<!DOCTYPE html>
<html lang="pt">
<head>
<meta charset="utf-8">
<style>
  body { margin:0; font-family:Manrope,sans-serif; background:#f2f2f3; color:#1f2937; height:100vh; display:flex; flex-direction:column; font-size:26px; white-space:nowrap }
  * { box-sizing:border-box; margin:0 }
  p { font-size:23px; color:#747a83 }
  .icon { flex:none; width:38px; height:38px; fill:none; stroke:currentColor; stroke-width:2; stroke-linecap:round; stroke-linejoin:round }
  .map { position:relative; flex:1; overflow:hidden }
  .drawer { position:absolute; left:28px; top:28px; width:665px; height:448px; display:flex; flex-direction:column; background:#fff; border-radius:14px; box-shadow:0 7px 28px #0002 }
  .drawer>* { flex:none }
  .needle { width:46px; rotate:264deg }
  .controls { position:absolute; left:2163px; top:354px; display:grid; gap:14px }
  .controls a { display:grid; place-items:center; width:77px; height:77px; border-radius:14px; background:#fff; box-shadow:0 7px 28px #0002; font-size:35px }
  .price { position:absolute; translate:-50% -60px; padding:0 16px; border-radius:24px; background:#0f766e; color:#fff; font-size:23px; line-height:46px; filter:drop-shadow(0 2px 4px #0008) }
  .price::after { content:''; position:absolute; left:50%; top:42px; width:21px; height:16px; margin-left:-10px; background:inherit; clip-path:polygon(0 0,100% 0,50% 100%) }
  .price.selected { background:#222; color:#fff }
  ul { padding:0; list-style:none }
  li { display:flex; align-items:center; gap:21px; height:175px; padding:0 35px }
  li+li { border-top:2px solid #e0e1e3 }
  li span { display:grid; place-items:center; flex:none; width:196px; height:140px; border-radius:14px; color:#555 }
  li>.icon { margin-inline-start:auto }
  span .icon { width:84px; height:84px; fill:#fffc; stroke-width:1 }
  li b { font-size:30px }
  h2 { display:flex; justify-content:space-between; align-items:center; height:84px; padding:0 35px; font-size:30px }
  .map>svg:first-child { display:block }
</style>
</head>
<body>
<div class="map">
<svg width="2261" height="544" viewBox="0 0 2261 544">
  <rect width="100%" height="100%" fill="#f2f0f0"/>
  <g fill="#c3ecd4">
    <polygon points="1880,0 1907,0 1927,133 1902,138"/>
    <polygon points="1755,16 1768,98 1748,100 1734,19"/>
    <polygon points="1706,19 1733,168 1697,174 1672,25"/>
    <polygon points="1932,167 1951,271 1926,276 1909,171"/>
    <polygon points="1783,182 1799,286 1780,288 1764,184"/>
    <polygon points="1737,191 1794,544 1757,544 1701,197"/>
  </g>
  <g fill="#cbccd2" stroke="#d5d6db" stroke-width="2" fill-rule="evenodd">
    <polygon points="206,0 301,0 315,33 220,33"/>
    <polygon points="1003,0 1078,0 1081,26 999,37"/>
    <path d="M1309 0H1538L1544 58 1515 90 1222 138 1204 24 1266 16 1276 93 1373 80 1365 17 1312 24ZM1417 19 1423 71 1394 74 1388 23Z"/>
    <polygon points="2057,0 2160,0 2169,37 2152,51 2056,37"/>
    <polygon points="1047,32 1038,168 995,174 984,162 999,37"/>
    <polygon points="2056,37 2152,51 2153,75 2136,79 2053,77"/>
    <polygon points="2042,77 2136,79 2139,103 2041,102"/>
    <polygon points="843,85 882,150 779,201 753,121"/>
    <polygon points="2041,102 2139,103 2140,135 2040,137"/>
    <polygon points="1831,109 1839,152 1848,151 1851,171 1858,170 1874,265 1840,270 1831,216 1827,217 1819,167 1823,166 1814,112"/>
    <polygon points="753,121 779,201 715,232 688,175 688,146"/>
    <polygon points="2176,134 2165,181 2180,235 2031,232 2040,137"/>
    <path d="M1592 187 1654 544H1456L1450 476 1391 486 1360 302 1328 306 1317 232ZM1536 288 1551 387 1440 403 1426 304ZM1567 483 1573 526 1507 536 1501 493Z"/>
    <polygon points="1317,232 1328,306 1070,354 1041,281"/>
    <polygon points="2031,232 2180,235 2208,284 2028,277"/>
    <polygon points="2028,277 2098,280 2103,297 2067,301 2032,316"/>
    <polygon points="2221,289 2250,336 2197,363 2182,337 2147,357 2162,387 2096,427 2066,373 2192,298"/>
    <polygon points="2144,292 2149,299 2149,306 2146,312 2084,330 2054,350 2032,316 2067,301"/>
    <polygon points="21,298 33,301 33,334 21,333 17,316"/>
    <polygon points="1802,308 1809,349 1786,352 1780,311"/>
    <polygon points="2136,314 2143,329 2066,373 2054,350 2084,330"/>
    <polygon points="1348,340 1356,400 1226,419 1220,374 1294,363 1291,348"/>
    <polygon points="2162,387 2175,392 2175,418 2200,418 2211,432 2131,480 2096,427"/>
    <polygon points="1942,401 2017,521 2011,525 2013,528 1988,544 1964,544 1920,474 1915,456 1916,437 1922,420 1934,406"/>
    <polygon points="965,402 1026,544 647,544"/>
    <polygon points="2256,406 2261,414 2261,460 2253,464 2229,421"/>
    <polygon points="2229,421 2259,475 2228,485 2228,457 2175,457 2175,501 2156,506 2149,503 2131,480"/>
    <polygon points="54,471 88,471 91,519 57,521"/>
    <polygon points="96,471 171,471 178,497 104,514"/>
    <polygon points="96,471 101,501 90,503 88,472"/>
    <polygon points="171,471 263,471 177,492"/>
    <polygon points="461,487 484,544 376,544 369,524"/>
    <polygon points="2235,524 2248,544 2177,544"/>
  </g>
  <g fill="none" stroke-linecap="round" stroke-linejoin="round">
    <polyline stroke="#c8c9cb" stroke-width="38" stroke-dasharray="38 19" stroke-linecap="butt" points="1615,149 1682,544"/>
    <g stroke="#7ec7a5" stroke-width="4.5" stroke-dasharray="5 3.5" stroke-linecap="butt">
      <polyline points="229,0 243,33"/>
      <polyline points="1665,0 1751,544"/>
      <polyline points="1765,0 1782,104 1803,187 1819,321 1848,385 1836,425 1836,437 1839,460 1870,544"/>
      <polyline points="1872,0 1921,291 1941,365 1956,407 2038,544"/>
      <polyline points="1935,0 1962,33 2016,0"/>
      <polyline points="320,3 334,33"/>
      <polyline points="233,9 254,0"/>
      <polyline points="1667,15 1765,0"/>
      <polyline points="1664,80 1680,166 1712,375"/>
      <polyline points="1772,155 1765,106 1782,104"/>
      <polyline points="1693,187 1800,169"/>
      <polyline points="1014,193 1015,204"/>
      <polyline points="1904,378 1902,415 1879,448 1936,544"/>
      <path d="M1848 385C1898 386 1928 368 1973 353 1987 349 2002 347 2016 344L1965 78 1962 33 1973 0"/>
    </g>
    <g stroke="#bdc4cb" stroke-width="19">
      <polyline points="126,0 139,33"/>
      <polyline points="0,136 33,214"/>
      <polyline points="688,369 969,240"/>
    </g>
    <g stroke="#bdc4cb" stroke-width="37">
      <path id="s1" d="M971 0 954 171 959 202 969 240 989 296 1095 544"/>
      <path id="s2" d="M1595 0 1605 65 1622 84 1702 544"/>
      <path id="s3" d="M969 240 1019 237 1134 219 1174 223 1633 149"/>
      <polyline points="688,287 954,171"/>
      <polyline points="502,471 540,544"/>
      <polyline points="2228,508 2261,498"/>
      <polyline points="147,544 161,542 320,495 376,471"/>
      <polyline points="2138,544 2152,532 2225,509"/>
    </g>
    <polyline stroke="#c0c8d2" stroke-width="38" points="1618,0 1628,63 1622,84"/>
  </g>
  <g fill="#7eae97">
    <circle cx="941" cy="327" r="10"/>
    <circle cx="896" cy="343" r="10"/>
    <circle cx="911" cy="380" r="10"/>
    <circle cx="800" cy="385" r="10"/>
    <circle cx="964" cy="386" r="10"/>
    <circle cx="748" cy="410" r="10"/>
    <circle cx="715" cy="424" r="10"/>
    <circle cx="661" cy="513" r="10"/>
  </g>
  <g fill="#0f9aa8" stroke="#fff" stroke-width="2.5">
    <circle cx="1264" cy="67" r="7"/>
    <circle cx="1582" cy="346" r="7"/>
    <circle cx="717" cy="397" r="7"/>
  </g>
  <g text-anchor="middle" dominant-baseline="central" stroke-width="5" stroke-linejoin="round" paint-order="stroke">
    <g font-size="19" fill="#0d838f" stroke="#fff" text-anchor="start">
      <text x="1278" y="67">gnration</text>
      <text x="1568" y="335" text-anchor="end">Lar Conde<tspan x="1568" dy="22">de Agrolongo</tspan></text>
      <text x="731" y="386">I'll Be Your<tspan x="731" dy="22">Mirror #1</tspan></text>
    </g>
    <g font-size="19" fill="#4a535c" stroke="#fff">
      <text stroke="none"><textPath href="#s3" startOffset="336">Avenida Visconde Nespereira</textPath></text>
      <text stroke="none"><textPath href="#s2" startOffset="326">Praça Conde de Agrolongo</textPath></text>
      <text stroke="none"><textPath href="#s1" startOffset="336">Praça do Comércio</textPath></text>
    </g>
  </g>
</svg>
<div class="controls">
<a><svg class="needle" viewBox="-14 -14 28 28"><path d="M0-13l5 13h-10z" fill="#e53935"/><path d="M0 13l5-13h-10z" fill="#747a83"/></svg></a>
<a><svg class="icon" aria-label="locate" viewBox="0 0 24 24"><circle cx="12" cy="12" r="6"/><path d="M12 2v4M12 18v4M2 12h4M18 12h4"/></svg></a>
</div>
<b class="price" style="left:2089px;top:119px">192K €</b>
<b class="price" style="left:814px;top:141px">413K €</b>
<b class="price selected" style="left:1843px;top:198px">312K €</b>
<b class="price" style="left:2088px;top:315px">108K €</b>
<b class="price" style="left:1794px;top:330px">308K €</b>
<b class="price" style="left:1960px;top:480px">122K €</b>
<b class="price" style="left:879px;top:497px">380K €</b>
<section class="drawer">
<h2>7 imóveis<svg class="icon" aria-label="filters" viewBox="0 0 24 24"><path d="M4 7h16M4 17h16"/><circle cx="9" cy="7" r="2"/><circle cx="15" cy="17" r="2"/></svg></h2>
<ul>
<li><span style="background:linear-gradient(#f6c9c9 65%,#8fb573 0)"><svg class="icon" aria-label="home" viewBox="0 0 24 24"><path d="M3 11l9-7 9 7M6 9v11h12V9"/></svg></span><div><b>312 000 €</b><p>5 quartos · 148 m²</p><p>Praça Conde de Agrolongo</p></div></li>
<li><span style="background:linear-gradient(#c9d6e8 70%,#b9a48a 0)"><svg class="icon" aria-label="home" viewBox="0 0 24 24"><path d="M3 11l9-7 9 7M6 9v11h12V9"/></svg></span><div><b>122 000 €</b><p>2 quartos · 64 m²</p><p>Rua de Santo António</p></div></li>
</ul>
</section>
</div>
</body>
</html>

◆ **What the exercise asks**
Copy every line above in which the string "position" shows up.

◆ **Solved problem**
  .map { position:relative; flex:1; overflow:hidden }
  .drawer { position:absolute; left:28px; top:28px; width:665px; height:448px; display:flex; flex-direction:column; background:#fff; border-radius:14px; box-shadow:0 7px 28px #0002 }
  .controls { position:absolute; left:2163px; top:354px; display:grid; gap:14px }
  .price { position:absolute; translate:-50% -60px; padding:0 16px; border-radius:24px; background:#0f766e; color:#fff; font-size:23px; line-height:46px; filter:drop-shadow(0 2px 4px #0008) }
  .price::after { content:''; position:absolute; left:50%; top:42px; width:21px; height:16px; margin-left:-10px; background:inherit; clip-path:polygon(0 0,100% 0,50% 100%) }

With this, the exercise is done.